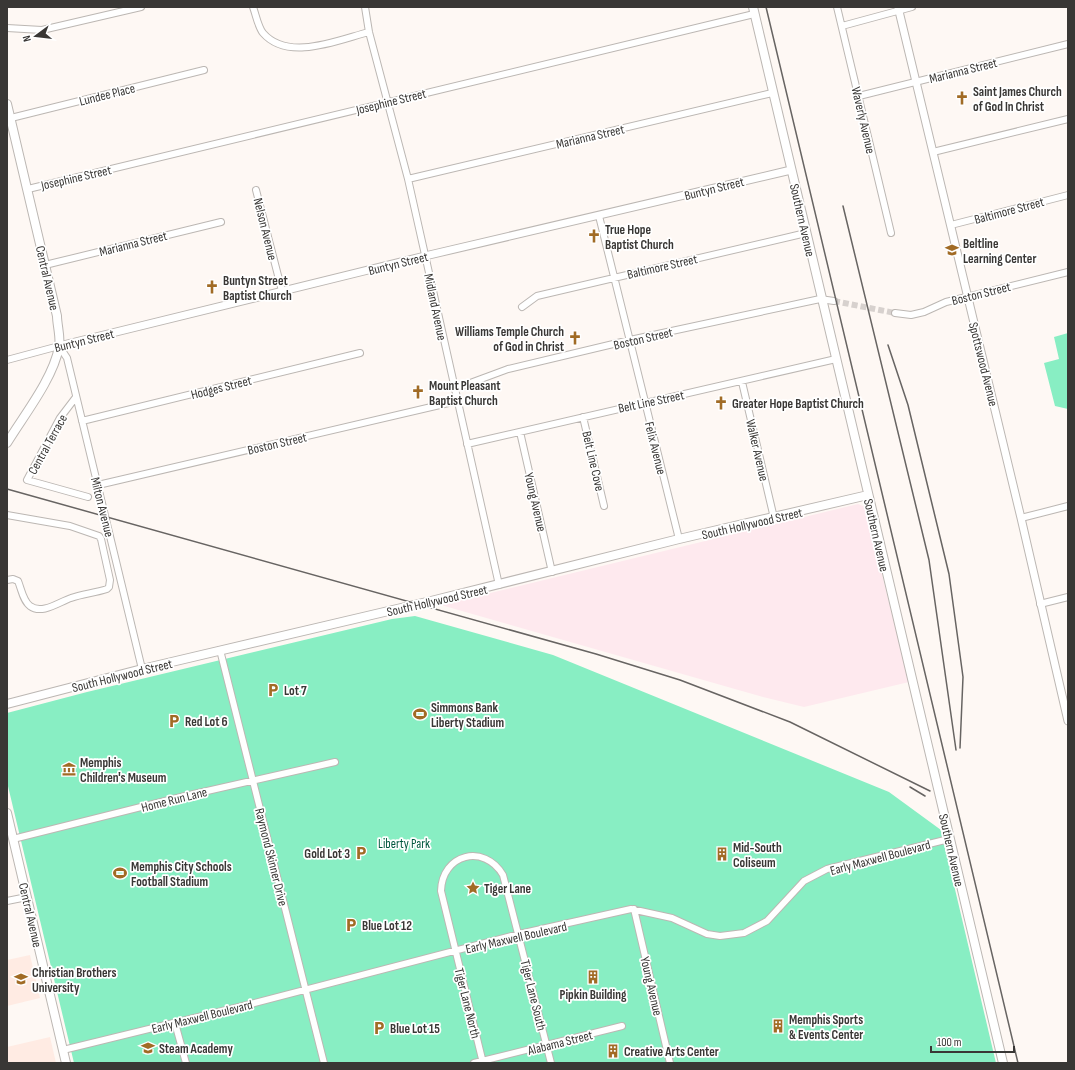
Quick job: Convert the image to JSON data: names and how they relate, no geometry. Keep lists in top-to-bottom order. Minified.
{"streets":{"main road":["Southern Avenue","Central Avenue","South Hollywood Street"],"street":["Marianna Street","Lundee Place","Josephine Street","Waverly Avenue","Buntyn Street","Baltimore Street","Nelson Avenue","Boston Street","Midland Avenue","Spottswood Avenue","Hodges Street","Belt Line Street","Central Terrace","Felix Avenue","Walker Avenue","Belt Line Cove","Young Avenue","Milton Avenue","Home Run Lane","Raymond Skinner Drive","Early Maxwell Boulevard","Tiger Lane South","Tiger Lane North","Alabama Street"]},"crossings":[["Marianna Street","Waverly Avenue"],["Marianna Street","Southern Avenue"],["Marianna Street","Central Avenue"],["Marianna Street","Midland Avenue"],["Marianna Street","Spottswood Avenue"],["Lundee Place","Central Avenue"],["Josephine Street","Southern Avenue"],["Josephine Street","Central Avenue"],["Josephine Street","Midland Avenue"],["Buntyn Street","Southern Avenue"],["Buntyn Street","Nelson Avenue"],["Buntyn Street","Central Avenue"],["Buntyn Street","Midland Avenue"],["Buntyn Street","Felix Avenue"],["Buntyn Street","Milton Avenue"],["Baltimore Street","Southern Avenue"],["Baltimore Street","Spottswood Avenue"],["Baltimore Street","Felix Avenue"],["Southern Avenue","Boston Street"],["Southern Avenue","Belt Line Street"],["Southern Avenue","South Hollywood Street"],["Southern Avenue","Early Maxwell Boulevard"],["Central Avenue","Milton Avenue"],["Central Avenue","Home Run Lane"],["Central Avenue","Early Maxwell Boulevard"],["Boston Street","Midland Avenue"],["Boston Street","Spottswood Avenue"],["Boston Street","Felix Avenue"],["Boston Street","Milton Avenue"],["Midland Avenue","Belt Line Street"],["Midland Avenue","South Hollywood Street"],["Hodges Street","Milton Avenue"],["Belt Line Street","Felix Avenue"],["Belt Line Street","Walker Avenue"],["Belt Line Street","Belt Line Cove"],["Belt Line Street","Young Avenue"],["Central Terrace","Milton Avenue"],["Felix Avenue","South Hollywood Street"],["Walker Avenue","South Hollywood Street"],["Young Avenue","South Hollywood Street"],["Young Avenue","Early Maxwell Boulevard"],["Milton Avenue","South Hollywood Street"],["South Hollywood Street","Raymond Skinner Drive"],["Home Run Lane","Raymond Skinner Drive"],["Raymond Skinner Drive","Early Maxwell Boulevard"],["Early Maxwell Boulevard","Tiger Lane South"],["Early Maxwell Boulevard","Tiger Lane North"],["Tiger Lane South","Tiger Lane North"],["Tiger Lane South","Alabama Street"],["Tiger Lane North","Alabama Street"]],"parks":["Liberty Park"],"places":{"church":["Saint James Church of God In Christ","True Hope Baptist Church","Buntyn Street Baptist Church","Williams Temple Church of God in Christ","Mount Pleasant Baptist Church","Greater Hope Baptist Church"],"school or university":["Beltline Learning Center","Christian Brothers University","Steam Academy"],"parking":["Lot 7","Red Lot 6","Gold Lot 3","Blue Lot 12","Blue Lot 15"],"sports":["Simmons Bank Liberty Stadium","Memphis City Schools Football Stadium"],"museum":["Memphis Children's Museum"],"building":["Mid-South Coliseum","Pipkin Building","Memphis Sports & Events Center","Creative Arts Center"],"place":["Tiger Lane"]},"scale_bar":"100 m","north":"left"}
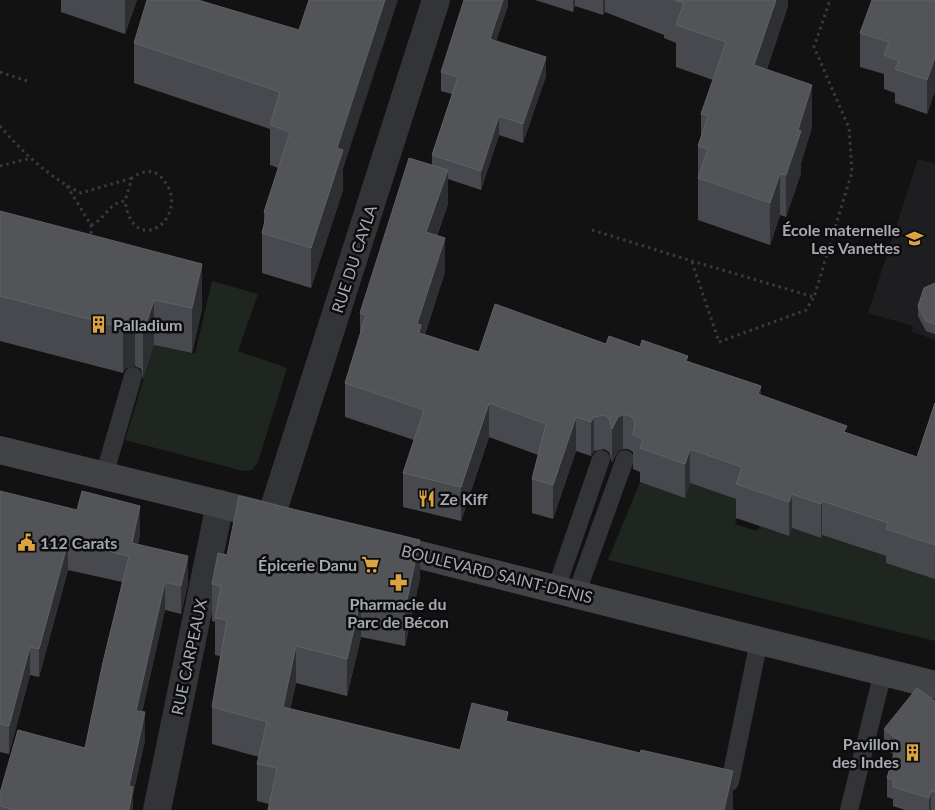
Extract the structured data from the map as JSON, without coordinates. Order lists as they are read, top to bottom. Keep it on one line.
{"streets":{"main road":["BOULEVARD SAINT-DENIS"],"street":["RUE DU CAYLA","RUE CARPEAUX"]},"places":{"school or university":["École maternelle Les Vanettes"],"building":["Palladium","Pavillon des Indes"],"restaurant":["Ze Kiff"],"public building":["112 Carats"],"supermarket":["Épicerie Danu"],"pharmacy":["Pharmacie du Parc de Bécon"]}}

*ACTIVITY*.
Starting at the line that contains "Extract the structured", copy each line exactly through the end of the listing above. Include that first line and the last one, and add nothing.

*THE ANSWER*.
Extract the structured data from the map as JSON, without coordinates. Order lists as they are read, top to bottom. Keep it on one line.
{"streets":{"main road":["BOULEVARD SAINT-DENIS"],"street":["RUE DU CAYLA","RUE CARPEAUX"]},"places":{"school or university":["École maternelle Les Vanettes"],"building":["Palladium","Pavillon des Indes"],"restaurant":["Ze Kiff"],"public building":["112 Carats"],"supermarket":["Épicerie Danu"],"pharmacy":["Pharmacie du Parc de Bécon"]}}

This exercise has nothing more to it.